→ Exercise directions: Only the lines below starting at the one containing "context.font = font + ' Bitter,serif';" and ending at the one containing "context.fillText(text, 0, 0);" belong in the answer, each copied exactly.

"""

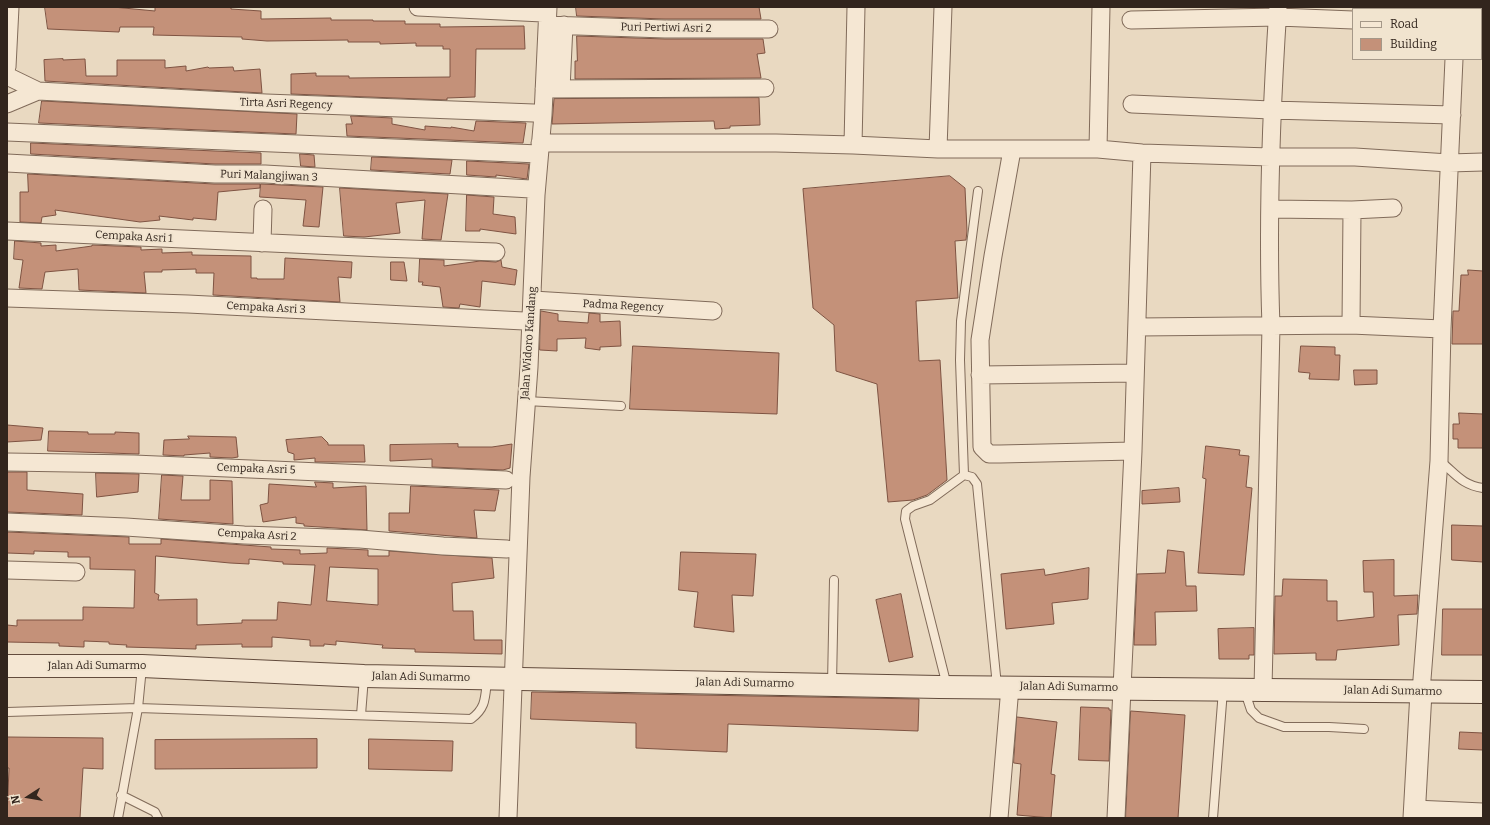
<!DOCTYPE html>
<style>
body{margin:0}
#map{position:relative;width:1490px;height:825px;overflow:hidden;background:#e9d9c1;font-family:Bitter,serif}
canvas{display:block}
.frame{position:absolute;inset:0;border:8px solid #32251d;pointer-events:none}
.legend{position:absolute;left:1352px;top:8px;width:130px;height:52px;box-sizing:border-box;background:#f1e4cf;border:1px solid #a59888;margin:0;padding:5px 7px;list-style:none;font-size:12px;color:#32251d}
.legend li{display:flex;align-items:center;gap:8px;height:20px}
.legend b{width:20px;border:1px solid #a59888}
.north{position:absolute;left:8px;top:777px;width:40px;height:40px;-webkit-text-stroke:3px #f1e4cf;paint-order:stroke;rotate:258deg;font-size:11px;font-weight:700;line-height:16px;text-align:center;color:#32251d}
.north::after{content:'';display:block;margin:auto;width:14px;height:18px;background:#32251d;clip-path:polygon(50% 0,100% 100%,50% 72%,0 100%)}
</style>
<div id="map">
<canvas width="1490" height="825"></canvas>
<div class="frame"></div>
<ul class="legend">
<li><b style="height:5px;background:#f5e7d3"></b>Road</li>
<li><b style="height:11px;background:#c49179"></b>Building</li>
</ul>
<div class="north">N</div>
</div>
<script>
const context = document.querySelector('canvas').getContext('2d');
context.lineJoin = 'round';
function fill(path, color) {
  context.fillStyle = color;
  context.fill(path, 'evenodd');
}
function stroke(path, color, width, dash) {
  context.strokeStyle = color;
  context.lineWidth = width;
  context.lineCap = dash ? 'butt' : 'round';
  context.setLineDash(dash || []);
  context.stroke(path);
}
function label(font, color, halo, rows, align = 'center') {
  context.font = font + ' Bitter,serif';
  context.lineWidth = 4;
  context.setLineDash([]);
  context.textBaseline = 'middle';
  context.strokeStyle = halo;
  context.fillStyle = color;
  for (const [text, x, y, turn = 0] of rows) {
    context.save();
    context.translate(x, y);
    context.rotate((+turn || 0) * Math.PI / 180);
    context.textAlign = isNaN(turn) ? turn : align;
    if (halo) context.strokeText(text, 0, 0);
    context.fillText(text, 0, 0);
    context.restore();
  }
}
const building = new Path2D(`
 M45,7h68l42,4v-4h76v2l30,2v8l70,-1v2h42v1h32v3h35v3l84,-1 1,23h-49l-1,48 -28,1v2l-156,-6v-20l25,-1v3h33v2l101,-1v-28h-7v-3h-27v-3l-36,1v-2h-32v-2l-81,1 -25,-2v-2l-89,-2 1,-8h-34l-1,5 -71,-3z
 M576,7h183l2,12h-96l-88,-3z
 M577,36l88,3h98l2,14 -8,1 4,24 -186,1v-18h2z
 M63,59v1l22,-1 1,17h31v-16h48v8l21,-2v5l22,-4 1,1 24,-1 1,4 26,-2 2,24 -217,-12 -1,-21z
 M759,98l1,27 -30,1v2l-15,1 -1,-8 -162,3 2,-25z
 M42,101l255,13 -1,20 -257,-11z
 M351,116l41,2v6l33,6v-4l26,2v-1l23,4 2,-10 50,2 -3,20 -176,-7 -1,-12h6z
 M31,143l230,10v11h-46l-184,-10z
 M300,154l14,1 1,12 -14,-1z
 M372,157l80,3 -2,14 -79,-4z
 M467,161l62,3 -2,15 -31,-4v2l-29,-2z
 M28,174l186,10h46v4l-42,4 -2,28 -23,-2v2l-34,-4 1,4 -20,2 -85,-12 1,5 -14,2 -1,6 -21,-1v-30h8z
 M950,176l15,12 2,43 -1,9 -11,1 3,57 -42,3 3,60 21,-1 7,120 -20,15 -14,5 -25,2 -11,-118 -41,-13 -2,-46 -21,-17 -10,-119z
 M261,184l62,3 -4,40 -16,-1 3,-26 -46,-3z
 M340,188l108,6 -7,46 -19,-1 3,-39 -29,3 4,30 -36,4 -20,-1z
 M467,195l27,2 -1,17 22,3 1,17 -36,-5v2h-14z
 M15,241l26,2v3l15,-1v6l36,-5v-1l49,2v3l21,-1v4l30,-1v3l59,1v22h6v1h27l1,-21 67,4 -1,16 -13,-1 2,25 -127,-7 1,-22h-18v-4l-34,1v2h-18l2,21 -67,-3 -1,-21 -33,3 -3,17 -23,-1 4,-28 -9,-1z
 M420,259l24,1v6l36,-5 16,1 5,-2 1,7 15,3 -2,15 -33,-4 -2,26 -20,-3 -1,4 -16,-1 -3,-20 -18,-2 1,-3h-4z
 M391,262h13l3,19 -16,-1z
 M1468,270l15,1v73h-31l1,-33h6l2,-36h7z
 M541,311l17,3v7l30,2 1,-10 11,1v8l20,-1 1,25 -21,1v3l-15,-2 1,-10 -29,1v12l-17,-1z
 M633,346l146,7 -2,61 -147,-5z
 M1301,346l34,1v8h5l-1,25 -30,-1 1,-6 -11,-1z
 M1354,370h23v14l-22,1z
 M1459,413l24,1v34h-25v-9h-5v-15h6z
 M7,425l36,3 -2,12 -34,2z
 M49,431l39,1v2h27v-2l24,1v21l-91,-3z
 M188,436l48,1 2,20 -6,1 -22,-1v-4l-26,2v1l-21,-1 1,-15 25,-1z
 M322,437l6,6v2h36l1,17h-50v-4l-21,2v-6l-6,-2 -2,-12z
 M458,444v3h34l20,-3 -2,24 -7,2 -71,-3v-8l-42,2v-16z
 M1206,446l34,4 -1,5 10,1 -3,31 6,1 -8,87 -46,-2 8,-94 -3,-1z
 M7,472h20v18l56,4 -1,21 -75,-3z
 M96,473l43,1 -1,18 -41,5z
 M162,475l21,1 -2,24h29v-20l22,1 1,43 -74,-5z
 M315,482l18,1v5l33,-2 1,44 -63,-4v-2l-8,-1v-6l-33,5 -3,-17 8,-2 1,-19 47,3z
 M411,486l88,4 -4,21 -21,-1 3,28 -88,-7v-18h20z
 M1179,488l1,14 -38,2v-13z
 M1452,525l31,1v36l-31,-2z
 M7,532l122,5v7h32v-5l110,8v2l29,1v4l27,-1v-5l41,2v6h21v-5l103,7 2,20 -42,5 1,28h20l1,29h28v14l-87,-2v-3l-33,-1 1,-3 -47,-4v4l-12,-1v2h-14v-6l-38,-3v10h-30v-3l-46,1v4l-70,-2 1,-2 -18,-1v-2l-25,-1v6l-25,-1v-3l-52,-1v-17l10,1v-6h66v-13l51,1 1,-38 -45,-1v-12h-22v-5l-34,-1v3l-27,-1zM156,556l74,7 19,1v-5l34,3v2l32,1 -4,40 -33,-3 -1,18h-35v3l-45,2v-26l-39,1 1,-5 -4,-2zM330,567l48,2v36l-51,-4z
 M1168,550l16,2 2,34h10l1,25 -42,1 1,33h-22l3,-71 28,-1z
 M681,552l75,2 -3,42 -21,-1 2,37 -40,-5 4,-35 -19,-2z
 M1394,560v36l24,-1 -1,19 -19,1 1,30 -62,5 -1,10h-20v-7l-42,1 1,-58h7l1,-17 44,1v21h10v20l37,-4 -1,-25h-9l-1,-31z
 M1089,568l-1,31 -36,4 2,21 -48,5 -5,-55 43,-5 1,6z
 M901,594l12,63 -24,5 -13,-62z
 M1443,609h40v46h-41z
 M1254,628v27h-5v4h-30l-1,-30z
 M532,692l387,7 -1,32 -190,-7 -1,28 -91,-4v-25l-105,-4z
 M1081,707l28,1v2h2l-2,51 -30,-1z
 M1131,711l54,4 -7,103h-52z
 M1017,717l40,5 -6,52 4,1 -4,43 -34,-3 4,-51 -7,-1z
 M1460,732l23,1v17l-24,-1z
 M7,737l96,1v31l-20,-1 -3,50h-73l2,-50h-2z
 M317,739v29l-162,1v-29z
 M369,739l84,2 -1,30 -83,-2z`);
const service = new Path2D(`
 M978,191l-17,130 -1,39 4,115 8,2 5,7 20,202
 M526,401l95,5
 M1440,461c16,13 22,24 43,27
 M832,684l2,-104
 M947,686l-42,-167 1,-8 7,-5 17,-6 34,-25
 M1245,692l6,18 8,8 25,9h45l35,2
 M7,712l131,-4 333,11c15,-11 14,-21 16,-39
 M361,715l3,-38
 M121,795l34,17 3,6
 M118,818l20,-110 4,-41
 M1213,818l10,-128`);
const minor = new Path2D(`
 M418,7l125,6
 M1457,9v-2
 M1131,20l147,-3 75,3
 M548,25l117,4h104
 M1481,25h2
 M7,67l3,-60
 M7,76l31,15 -31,13
 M544,89l221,-1
 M561,89l3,-64
 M38,91l228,12 268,10
 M1132,104l139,6 181,5
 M7,132l532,22
 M540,143h236l77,2 85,4h160l44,4 128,4h85l94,6 34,-1
 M853,145l3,-138
 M938,149l5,-142
 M1098,149l3,-142
 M1012,150l-19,106 -13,84 2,107 7,7h11l133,-3
 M7,163l208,11h50l266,15
 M1270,209l82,1 41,-2
 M7,231l374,17 115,4
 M262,243l1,-34
 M7,298l181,6 336,17
 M533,300l180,11
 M1351,325l1,-115
 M1138,327l213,-2 91,4
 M980,375l155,-2
 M7,462l127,2 372,16
 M7,522l119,5 118,8 116,4 83,7 64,3
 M7,570l69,2
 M1263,689l8,-363c-4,-107 0,-213 7,-319
 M1421,692l18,-231 3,-132 12,-270
 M1414,809l69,3
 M508,818l13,-341 8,-110 7,-172 7,-80 5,-108
 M999,818l11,-131
 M1116,818l17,-367 9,-298`);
const tertiary = new Path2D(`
 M1414,818l7,-126`);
const secondary = new Path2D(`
 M7,666h135l222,10 575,11 544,5`);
const streetNames = [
 ["Puri Pertiwi Asri 2",666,28,1],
 ["Tirta Asri Regency",286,104,2],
 ["Puri Malangjiwan 3",269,176,2],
 ["Cempaka Asri 1",134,237,3],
 ["Padma Regency",623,306,3],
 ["Cempaka Asri 3",266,308,3],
 ["Jalan Widoro Kandang",529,343,-86],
 ["Cempaka Asri 5",256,469,2],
 ["Cempaka Asri 2",257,535,3],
 ["Jalan Adi Sumarmo",97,666],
 ["Jalan Adi Sumarmo",421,677,1],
 ["Jalan Adi Sumarmo",745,683,1],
 ["Jalan Adi Sumarmo",1069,687,1],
 ["Jalan Adi Sumarmo",1393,691,1]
];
fill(building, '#c49179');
stroke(building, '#7e5342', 1);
stroke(service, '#816b5a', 10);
stroke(minor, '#816b5a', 19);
stroke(tertiary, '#816b5a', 23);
stroke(secondary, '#634c3d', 24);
stroke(service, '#f5e7d3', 8);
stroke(minor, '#f5e7d3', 17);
stroke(tertiary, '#f5e7d3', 21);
stroke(secondary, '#f5e7d3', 22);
label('11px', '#32251d', '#f1e4cf', streetNames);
</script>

"""

→ Your response:
  context.font = font + ' Bitter,serif';
  context.lineWidth = 4;
  context.setLineDash([]);
  context.textBaseline = 'middle';
  context.strokeStyle = halo;
  context.fillStyle = color;
  for (const [text, x, y, turn = 0] of rows) {
    context.save();
    context.translate(x, y);
    context.rotate((+turn || 0) * Math.PI / 180);
    context.textAlign = isNaN(turn) ? turn : align;
    if (halo) context.strokeText(text, 0, 0);
    context.fillText(text, 0, 0);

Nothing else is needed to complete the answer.